Work instruction
Your answer should consist of each line below that contains the string "display".

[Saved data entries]
•••••

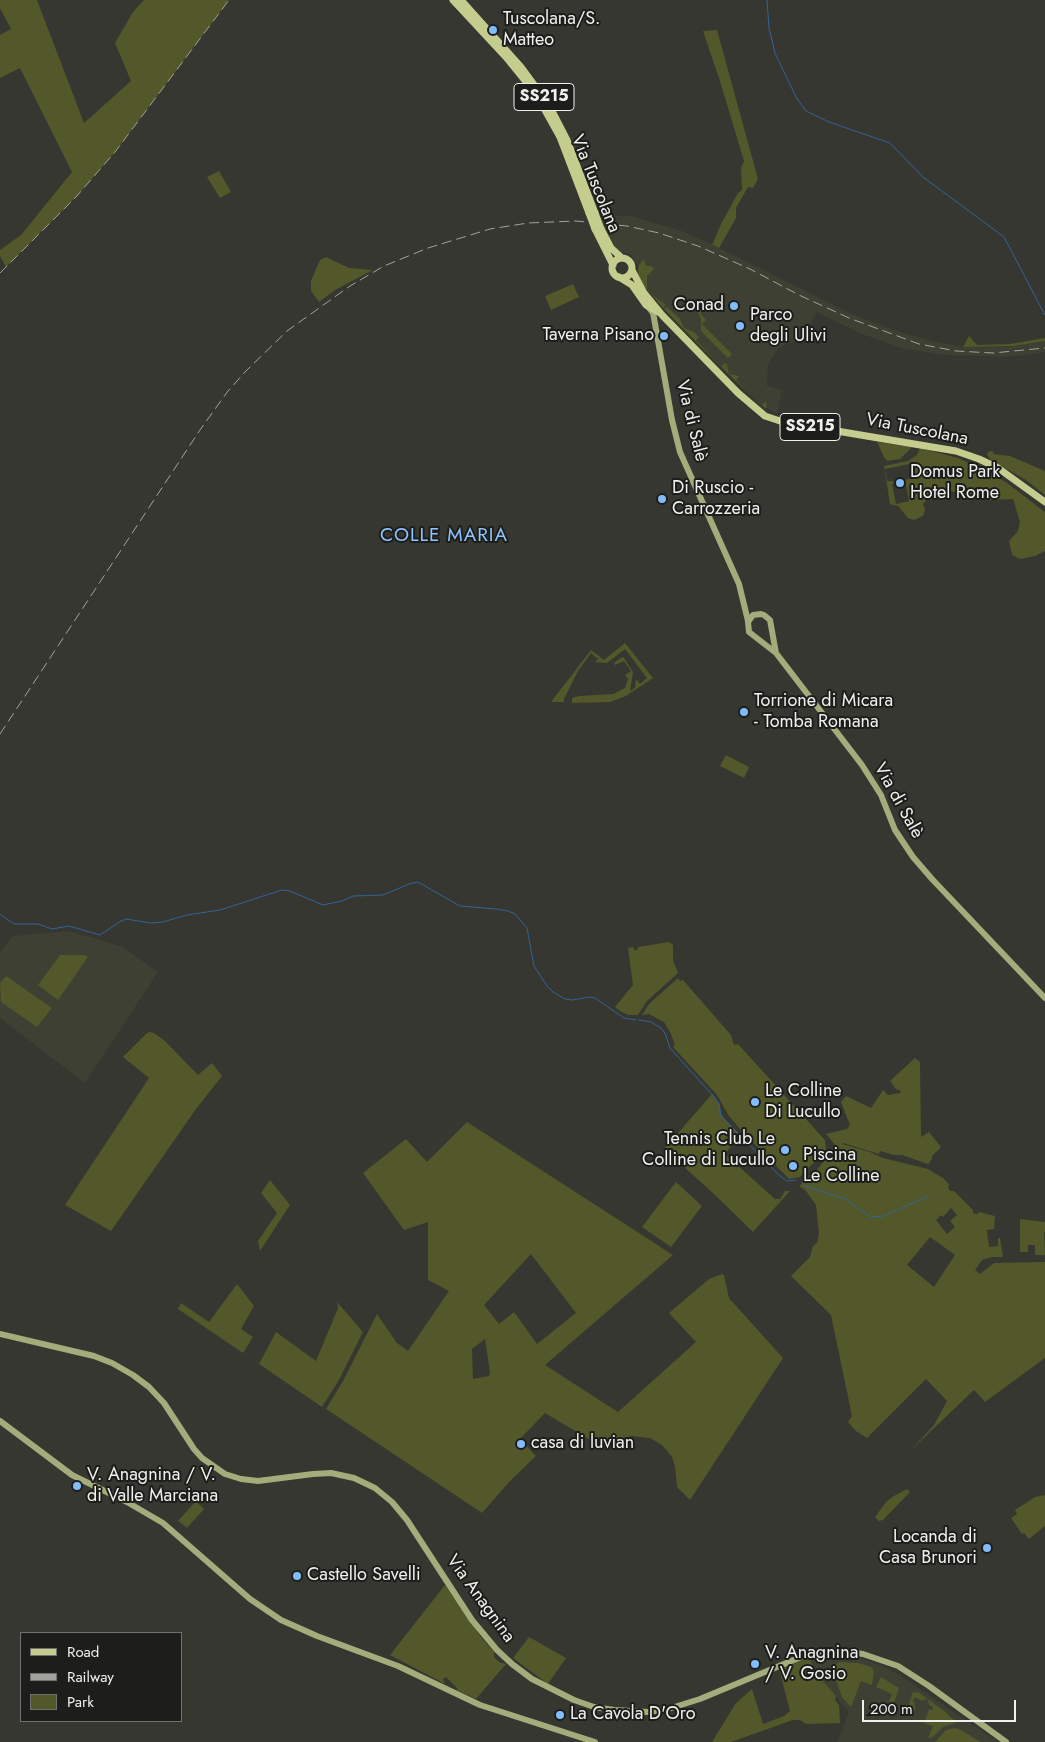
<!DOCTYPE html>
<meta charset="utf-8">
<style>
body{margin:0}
#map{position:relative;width:1045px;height:1742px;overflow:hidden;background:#363730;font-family:Jost,sans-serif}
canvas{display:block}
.legend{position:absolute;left:20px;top:1632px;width:162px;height:90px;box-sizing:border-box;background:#1d1e1b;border:1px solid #71726f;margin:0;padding:6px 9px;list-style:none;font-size:15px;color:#f0f1ec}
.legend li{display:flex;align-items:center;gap:10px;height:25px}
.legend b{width:25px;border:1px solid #71726f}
.scale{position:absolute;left:862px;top:1700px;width:154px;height:22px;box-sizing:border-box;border:2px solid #f0f1ec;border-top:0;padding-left:6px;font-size:15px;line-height:18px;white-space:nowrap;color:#f0f1ec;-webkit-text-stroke:4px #1d1e1b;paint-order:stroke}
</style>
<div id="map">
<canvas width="1045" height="1742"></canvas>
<ul class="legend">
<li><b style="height:6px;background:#c4cd8d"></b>Road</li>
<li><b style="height:6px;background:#a2a39d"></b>Railway</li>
<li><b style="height:14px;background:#525829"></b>Park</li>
</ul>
<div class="scale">200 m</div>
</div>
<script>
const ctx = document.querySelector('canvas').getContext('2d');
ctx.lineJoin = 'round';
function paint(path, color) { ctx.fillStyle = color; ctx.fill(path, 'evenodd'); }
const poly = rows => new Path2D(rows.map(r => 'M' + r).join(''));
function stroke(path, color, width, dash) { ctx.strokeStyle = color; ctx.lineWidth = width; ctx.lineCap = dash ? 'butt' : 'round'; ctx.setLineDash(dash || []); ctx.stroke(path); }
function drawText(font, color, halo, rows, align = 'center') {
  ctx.font = font + ' Jost,sans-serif'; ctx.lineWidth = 4; ctx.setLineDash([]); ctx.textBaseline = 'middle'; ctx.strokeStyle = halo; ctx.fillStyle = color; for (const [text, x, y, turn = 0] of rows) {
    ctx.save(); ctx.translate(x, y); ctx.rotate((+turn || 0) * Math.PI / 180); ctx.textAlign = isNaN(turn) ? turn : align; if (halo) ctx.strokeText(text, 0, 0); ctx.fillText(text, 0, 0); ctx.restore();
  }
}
const built = poly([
 [600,215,631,216,682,231,712,244,849,313,894,330,931,341,963,347,1013,346,1045,341,1045,352,1009,357,979,356,945,355,901,348,862,334,816,312,803,340,787,344,778,349,768,364,767,386,782,390,777,414,763,406,750,395,657,301,644,286,638,273,638,265,630,254,619,252,614,247,606,231],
 [68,931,121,946,158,972,85,1083,0,1018,0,952,13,936],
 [826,1655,862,1659,885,1667,901,1676,998,1742,837,1742,848,1715,848,1711,816,1673,811,1662,811,1656]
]);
const green = poly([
 [0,0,37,0,84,123,131,81,115,43,133,12,144,0,229,0,115,152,76,197,6,267,0,256,0,250,21,235,72,172,20,68,0,78,0,35,11,29,0,8],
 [717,30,758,179,753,188,748,187,736,208,736,218,719,248,712,244,713,243,721,224,738,193,742,190,741,168,744,161,719,78,703,31],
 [219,171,231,192,220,198,207,177],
 [326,257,349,268,373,270,335,290,319,302,311,291,311,281,320,260],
 [644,259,646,266,651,266,654,269,647,276,647,288,652,295,666,305,663,308,644,286,640,278,638,273,639,265],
 [573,284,579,297,551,310,545,296],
 [667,307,680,319,684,328,694,332,699,337,696,340,721,366,725,363,727,365,729,374,739,376,736,380,750,395,762,405,765,402,767,405,766,409,750,395,700,346,664,309],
 [702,309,701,314,706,320,702,324,732,354,728,358,701,331,701,319,698,312],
 [969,336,977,345,1010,344,1045,338,1045,341,1013,346,963,347],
 [877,442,911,447,911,448,900,459,887,461,884,457],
 [920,448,958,458,989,472,1007,483,1045,512,1045,551,1035,556,1020,559,1012,555,1009,541,1018,531,1020,522,1013,499,991,500,950,491,929,497,923,504,925,510,923,516,914,520,908,518,898,506,890,504,884,466,908,461,917,455],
 [910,464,912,478,905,480,909,501,896,504,892,484,894,484,893,481,887,481,885,469],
 [989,451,994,452,993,454,1010,456,1045,471,1045,495,1026,480,991,460,987,455],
 [625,643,653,678,626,696,610,702,572,703,572,698,579,696,613,694,625,688,628,679,625,675,631,671,624,661,615,665,614,663,622,657,624,658,633,672,630,691,635,688,636,679,640,684,647,678,625,649,607,663,595,662,598,659,591,653,578,671,564,699,564,702,551,702,591,650,604,660],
 [726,755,749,767,744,778,720,766],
 [669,942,673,945,673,960,678,973,647,1001,638,1015,628,1015,620,1011,615,1007,633,985,628,948,633,947,635,951,637,950,638,947],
 [60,955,85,955,88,957,58,1000,38,985],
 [6,976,52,1008,37,1027,1,1002,0,983],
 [678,978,680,981,683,980,731,1035,734,1045,738,1044,825,1140,826,1150,800,1177,789,1179,739,1128,729,1116,717,1095,673,1047,675,1045,671,1034,664,1022,649,1014,642,1015,649,1004],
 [149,1032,154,1033,165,1041,198,1075,212,1063,222,1076,196,1109,111,1231,65,1205,149,1078,123,1057,146,1034],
 [915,1058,920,1062,921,1137,929,1132,941,1147,932,1156,932,1159,930,1162,928,1164,902,1155,894,1155,880,1151,879,1154,843,1143,842,1144,870,1152,883,1158,928,1169,943,1178,949,1184,948,1188,950,1191,954,1191,973,1210,973,1213,977,1214,979,1212,995,1216,994,1229,987,1230,989,1247,998,1246,998,1238,1000,1238,1003,1257,992,1257,982,1260,975,1270,980,1274,994,1263,1045,1262,1045,1358,985,1402,974,1390,910,1451,934,1425,947,1401,926,1379,867,1438,856,1431,848,1422,852,1416,831,1315,791,1276,810,1257,813,1246,817,1243,819,1233,816,1205,806,1191,799,1186,811,1174,813,1174,827,1158,831,1159,833,1156,836,1146,826,1134,847,1129,850,1125,841,1102,846,1096,871,1108,883,1090,888,1095,900,1093,901,1091,896,1089,890,1081],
 [951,1208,957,1215,950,1221,955,1227,947,1234,936,1220,941,1215,943,1217],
 [930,1237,955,1255,934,1287,907,1265],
 [712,1094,719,1104,721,1115,742,1137,738,1141,736,1140,725,1154,775,1199,780,1199,785,1191,790,1191,753,1232,714,1194,664,1149],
 [467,1122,673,1255,545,1365,618,1412,696,1342,669,1313,709,1279,722,1274,724,1275,729,1298,783,1358,690,1500,677,1487,675,1466,672,1457,662,1445,650,1438,632,1436,619,1439,602,1447,545,1413,520,1439,536,1456,510,1481,482,1513,326,1409,343,1381,377,1314,397,1343,408,1351,449,1291,428,1280,428,1222,404,1230,363,1173,406,1139,427,1162],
 [531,1254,576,1313,537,1344,514,1312,499,1324,484,1305],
 [485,1339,490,1372,489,1376,473,1379,472,1349],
 [270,1180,290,1205,260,1251,258,1241,277,1213,261,1193],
 [676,1182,702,1206,671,1247,642,1227],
 [1020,1219,1045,1222,1045,1232,1044,1232,1045,1255,1035,1255,1035,1245,1028,1245,1028,1252,1020,1252],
 [237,1284,254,1306,241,1329,253,1337,243,1353,178,1309,181,1303,209,1322],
 [337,1302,363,1332,339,1380,322,1407,259,1364,276,1332,316,1361,338,1308],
 [907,1489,910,1492,883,1520,879,1521,875,1517,886,1502,892,1497],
 [1045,1495,1045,1526,1029,1539,1024,1533,1022,1534,1011,1518,1017,1514,1015,1510,1035,1497],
 [196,1501,204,1509,187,1528,178,1521],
 [445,1585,481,1637,494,1652,494,1657,499,1662,506,1664,476,1699,457,1690,457,1688,446,1677,443,1679,445,1684,390,1655],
 [529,1637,566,1658,548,1684,513,1658],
 [811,1656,811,1662,816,1673,836,1696,835,1700,839,1705,840,1723,806,1724,800,1720,793,1720,731,1742,712,1742,736,1703,752,1689,763,1724,784,1716,790,1711,779,1669,789,1664],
 [839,1662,858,1663,871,1667,874,1671,872,1685,861,1681,851,1707,842,1697,834,1675,834,1666],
 [881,1677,899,1688,892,1708,887,1706,892,1694,876,1687],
 [918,1692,944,1711,955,1721,955,1723,943,1727,933,1737,928,1738,933,1726,924,1723,929,1709,932,1710,933,1707,929,1705,928,1700,925,1699,922,1701,915,1697,913,1702,915,1703,914,1706,916,1706,912,1717,906,1714,912,1695,911,1693],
 [955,1728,963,1731,980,1742,935,1742,946,1730]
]);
const stream = poly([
 [767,0,769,28,775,53,796,97,806,111,829,122,890,143,923,177,1004,237,1045,315],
 [0,914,14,924,38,924,52,929,69,926,100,935,121,921,126,919,151,923,163,922,187,915,220,910,282,890,290,891,323,905,342,901,353,896,383,895,409,884,418,882,460,906,496,909,508,911,515,914,527,928,534,966,547,986,553,992,565,999,573,1000,589,997,595,998,624,1018,636,1020],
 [639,1020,651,1022,661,1028,665,1033,670,1048,716,1099,719,1104,721,1115,724,1119,779,1175,787,1181,796,1180],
 [802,1182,805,1186,845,1199,871,1217,884,1216,928,1196]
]);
const secondary = poly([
 [649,308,653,313,654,318,672,420,680,452,739,584,748,621],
 [776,653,770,620,764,615,761,614,753,615,748,622,749,632,776,653,862,765,881,795,895,830,913,857,932,879,1045,998],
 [0,1334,94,1356,112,1363,133,1375,149,1387,164,1403,194,1449,202,1458,225,1474,241,1479,258,1481,313,1474,331,1473,354,1478,375,1488,392,1502,407,1520,472,1620,497,1650,512,1664,532,1679,574,1700,594,1707,614,1710,648,1712,668,1709,700,1699,808,1654,842,1651,863,1654,898,1666,929,1686,1006,1742],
 [0,1421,72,1475,127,1502,163,1523,250,1599,281,1620,317,1636,398,1666,480,1705,595,1742]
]);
const primary = poly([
 [453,0,506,57,536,94,560,137,589,213],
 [461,0,521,67,549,105,567,140,595,213],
 [595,229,613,265],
 [601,229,611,248,622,258],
 '612 268a10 10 0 1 1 20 0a10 10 0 1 1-20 0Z',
 [632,270,644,293,662,315,738,393,765,416,783,422,956,451,979,459,998,468,1045,502],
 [619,277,632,285,646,305,658,312]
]);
const rail = poly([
 [0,273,76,197,115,152,229,0],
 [0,734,200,430,228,391,246,371,287,331,350,286,384,266,428,248,490,229,528,223,576,221,627,226,659,233,698,246,750,269,799,295,849,318,919,344,956,351,993,353,1045,348]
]);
const primaryBridge = poly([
 [589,213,595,229],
 [595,213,601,229]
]);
const markers = [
 [493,30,5,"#83bcfb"],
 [734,306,5,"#83bcfb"],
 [740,326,5,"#83bcfb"],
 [664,336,5,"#83bcfb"],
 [900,483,5,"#83bcfb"],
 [662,499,5,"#83bcfb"],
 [744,712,5,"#83bcfb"],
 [755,1102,5,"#83bcfb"],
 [785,1150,5,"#83bcfb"],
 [793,1166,5,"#83bcfb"],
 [521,1444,5,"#83bcfb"],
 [77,1486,5,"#83bcfb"],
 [987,1548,5,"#83bcfb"],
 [297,1576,5,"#83bcfb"],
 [755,1664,5,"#83bcfb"],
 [560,1715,5,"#83bcfb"]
];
const shields = [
 [544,97,60],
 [810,427,60]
];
const shieldNames = [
 ["SS215",544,97],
 ["SS215",810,427]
];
const poiNames = [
 ["Tuscolana/S.",503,20],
 ["Matteo",503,41],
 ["Conad",724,306,"right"],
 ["Parco",750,316],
 ["degli Ulivi",750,337],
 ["Taverna Pisano",654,336,"right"],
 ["Domus Park",910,473],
 ["Hotel Rome",910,494],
 ["Di Ruscio -",672,489],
 ["Carrozzeria",672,510],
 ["Torrione di Micara",754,702],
 ["- Tomba Romana",754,723],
 ["Le Colline",765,1092],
 ["Di Lucullo",765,1113],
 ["Tennis Club Le",775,1140,"right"],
 ["Colline di Lucullo",775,1161,"right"],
 ["Piscina",803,1156],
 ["Le Colline",803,1177],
 ["casa di luvian",531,1444],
 ["V. Anagnina / V.",87,1476],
 ["di Valle Marciana",87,1497],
 ["Locanda di",977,1538,"right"],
 ["Casa Brunori",977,1559,"right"],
 ["Castello Savelli",307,1576],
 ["V. Anagnina",765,1654],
 ["/ V. Gosio",765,1675],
 ["La Cavola D'Oro",570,1715]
];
const streetNames = [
 ["Via Tuscolana",595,184,68],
 ["Via di Salè",691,421,76],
 ["Via Tuscolana",917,430,11],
 ["Via di Salè",898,801,61],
 ["Via Anagnina",480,1599,54]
];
const neighbourhoodNames = [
 ["COLLE MARIA",444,536]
];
paint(built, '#3d4032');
paint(green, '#525829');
stroke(stream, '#336499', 1);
stroke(secondary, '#a5ac7b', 6);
stroke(primary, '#c4cd8d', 7);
stroke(rail, '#a2a39d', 1, [10, 5]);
stroke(primaryBridge, '#c4cd8d', 7);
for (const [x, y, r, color] of markers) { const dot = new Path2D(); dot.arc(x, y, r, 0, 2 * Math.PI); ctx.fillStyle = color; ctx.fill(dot); stroke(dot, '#1d1e1b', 2); }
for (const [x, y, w] of shields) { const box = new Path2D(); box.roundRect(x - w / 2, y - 13.5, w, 27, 4); ctx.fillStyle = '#1d1e1b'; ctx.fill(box); stroke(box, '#f0f1ec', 1); }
drawText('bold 16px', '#f0f1ec', null, shieldNames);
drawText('18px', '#f0f1ec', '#1d1e1b', poiNames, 'left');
drawText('18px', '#f0f1ec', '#1d1e1b', streetNames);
ctx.letterSpacing = '1px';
drawText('19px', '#8fc3fe', '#1d1e1b', neighbourhoodNames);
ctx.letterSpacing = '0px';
</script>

•••••

Solution to the problem
canvas{display:block}
.legend li{display:flex;align-items:center;gap:10px;height:25px}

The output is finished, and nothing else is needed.